◆ What you need to do ◆
Reproduce the records word for word, apart from the images they contain.

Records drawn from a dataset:
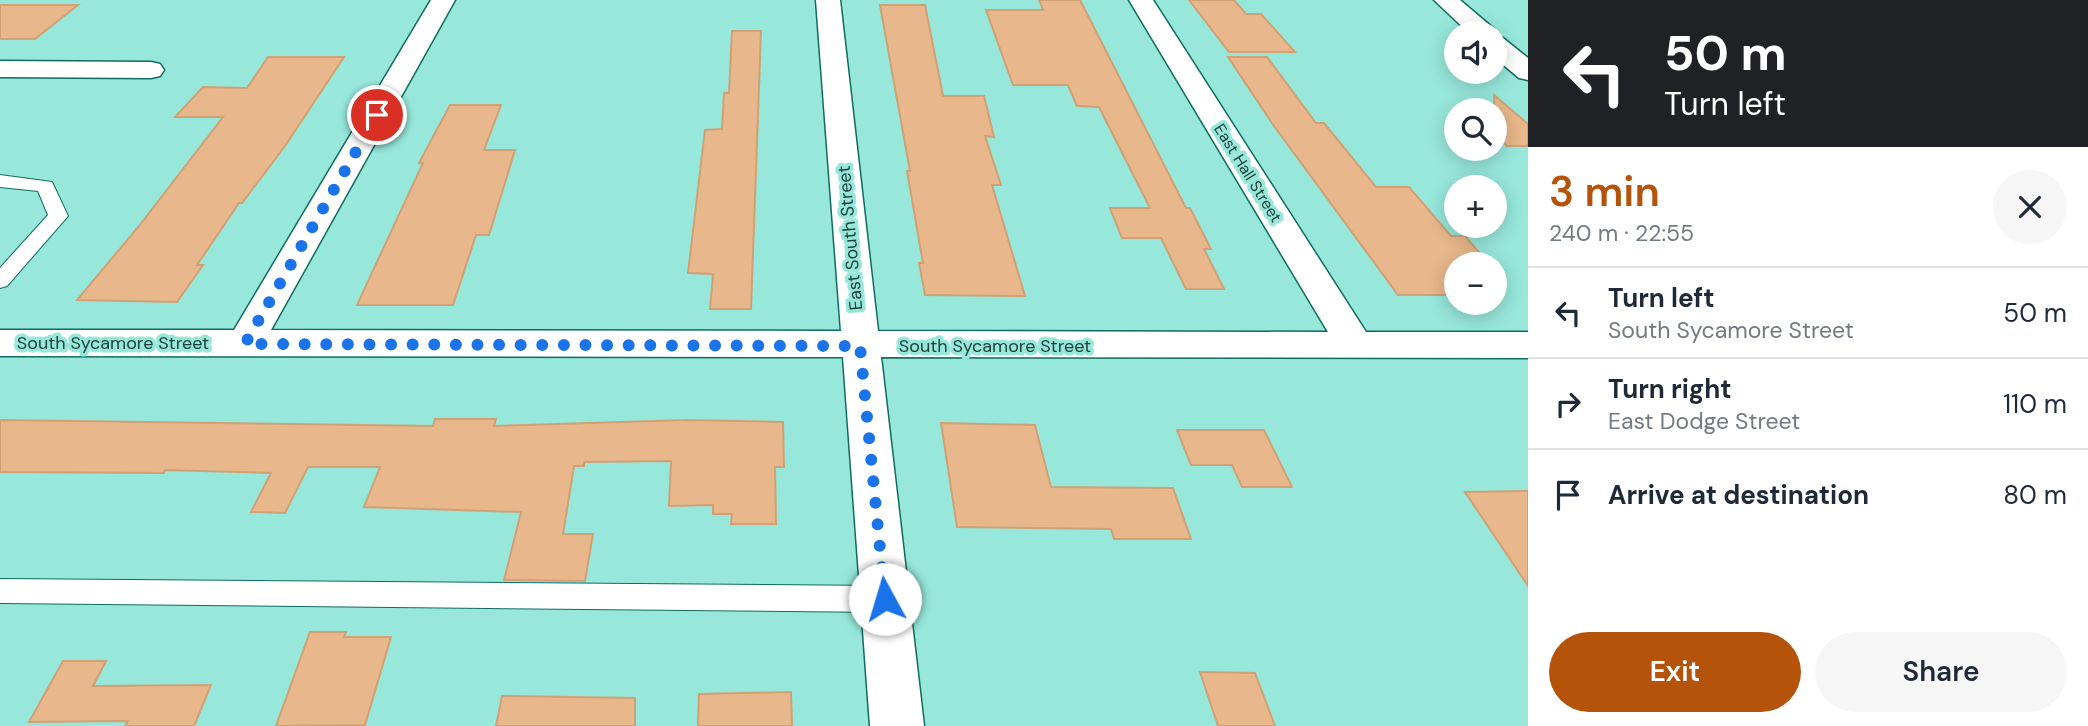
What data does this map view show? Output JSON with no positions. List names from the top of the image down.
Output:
{
  "streets": {
    "street": ["East Hall Street", "East South Street", "South Sycamore Street"]
  },
  "crossings": [
    ["East Hall Street", "South Sycamore Street"],
    ["East South Street", "South Sycamore Street"]
  ],
  "page": {
    "turn": ["50 m", "Turn left"],
    "map_buttons": ["+", "−"],
    "heading": ["3 min", "240 m · 22:55"],
    "list": [
      {
        "name": "Turn left",
        "note": "South Sycamore Street",
        "value": "50 m"
      },
      {
        "name": "Turn right",
        "note": "East Dodge Street",
        "value": "110 m"
      },
      {
        "name": "Arrive at destination",
        "value": "80 m"
      }
    ],
    "buttons": ["Exit", "Share"]
  }
}
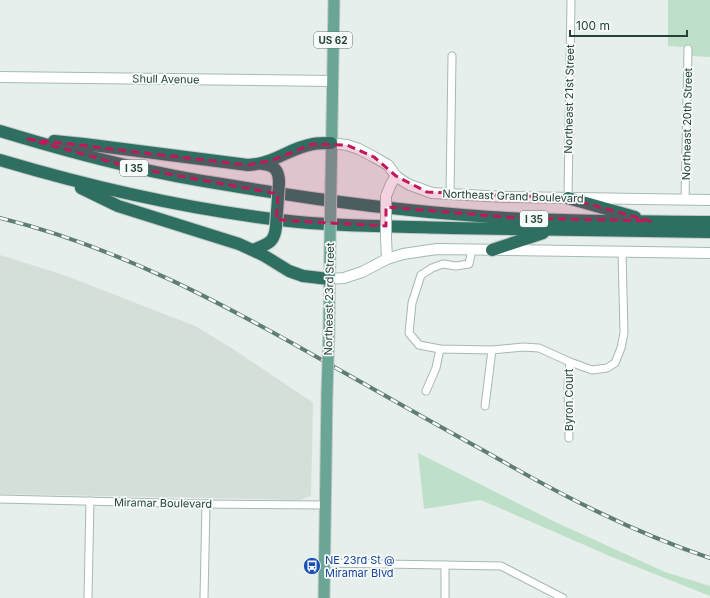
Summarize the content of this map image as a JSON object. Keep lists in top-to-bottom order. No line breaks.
{"streets":{"highway":["I 35"],"main road":["US 62","Shull Avenue","Northeast Grand Boulevard","Northeast 23rd Street"],"street":["Northeast 21st Street","Northeast 20th Street","Byron Court","Miramar Boulevard"]},"crossings":[["Shull Avenue","Northeast 23rd Street"],["Northeast 21st Street","Northeast Grand Boulevard"],["Northeast 20th Street","Northeast Grand Boulevard"],["Northeast Grand Boulevard","Northeast 23rd Street"],["Northeast 23rd Street","Miramar Boulevard"]],"places":{"bus stop":["NE 23rd St @ Miramar Blvd"]},"scale_bar":"100 m"}
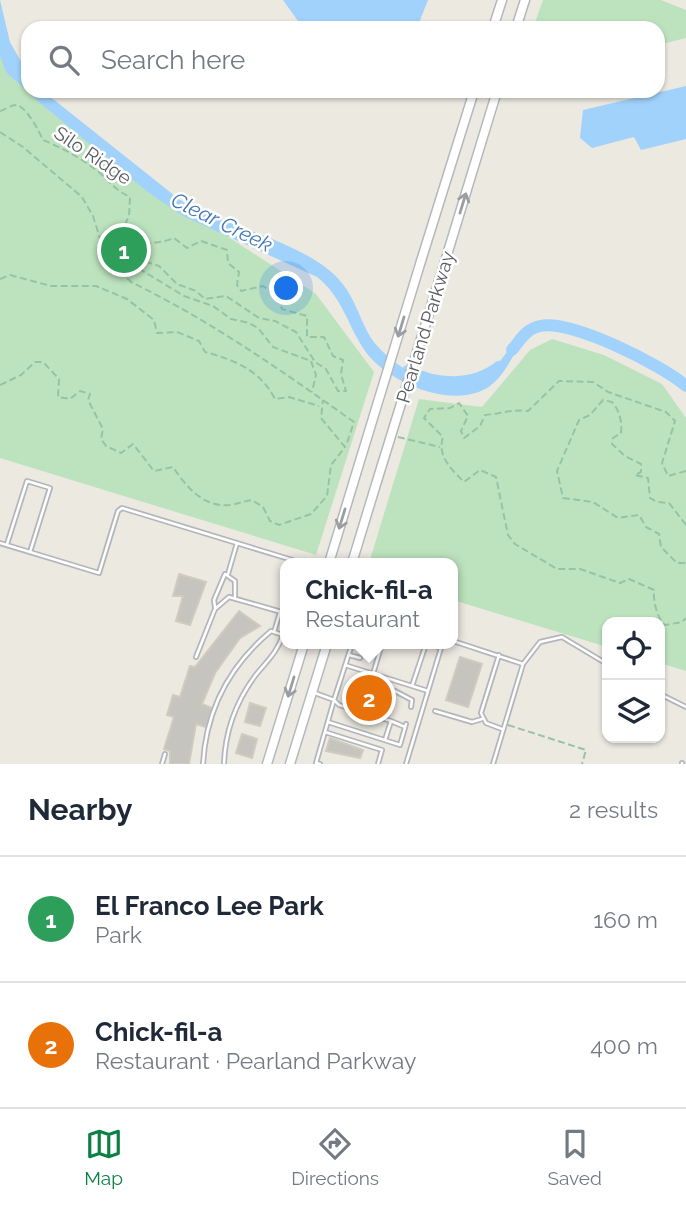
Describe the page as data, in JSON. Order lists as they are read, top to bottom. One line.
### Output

◆ Solution to the exercise ◆
What data does this map view show? Output JSON with no positions. List names from the top of the image down.
Output:
{
  "streets": {
    "street": ["East Hall Street", "East South Street", "South Sycamore Street"]
  },
  "crossings": [
    ["East Hall Street", "South Sycamore Street"],
    ["East South Street", "South Sycamore Street"]
  ],
  "page": {
    "turn": ["50 m", "Turn left"],
    "map_buttons": ["+", "−"],
    "heading": ["3 min", "240 m · 22:55"],
    "list": [
      {
        "name": "Turn left",
        "note": "South Sycamore Street",
        "value": "50 m"
      },
      {
        "name": "Turn right",
        "note": "East Dodge Street",
        "value": "110 m"
      },
      {
        "name": "Arrive at destination",
        "value": "80 m"
      }
    ],
    "buttons": ["Exit", "Share"]
  }
}
Summarize the content of this map image as a JSON object. Keep lists in top-to-bottom order. No line breaks.
{"streets":{"highway":["I 35"],"main road":["US 62","Shull Avenue","Northeast Grand Boulevard","Northeast 23rd Street"],"street":["Northeast 21st Street","Northeast 20th Street","Byron Court","Miramar Boulevard"]},"crossings":[["Shull Avenue","Northeast 23rd Street"],["Northeast 21st Street","Northeast Grand Boulevard"],["Northeast 20th Street","Northeast Grand Boulevard"],["Northeast Grand Boulevard","Northeast 23rd Street"],["Northeast 23rd Street","Miramar Boulevard"]],"places":{"bus stop":["NE 23rd St @ Miramar Blvd"]},"scale_bar":"100 m"}
Describe the page as data, in JSON. Order lists as they are read, top to bottom. One line.
### Output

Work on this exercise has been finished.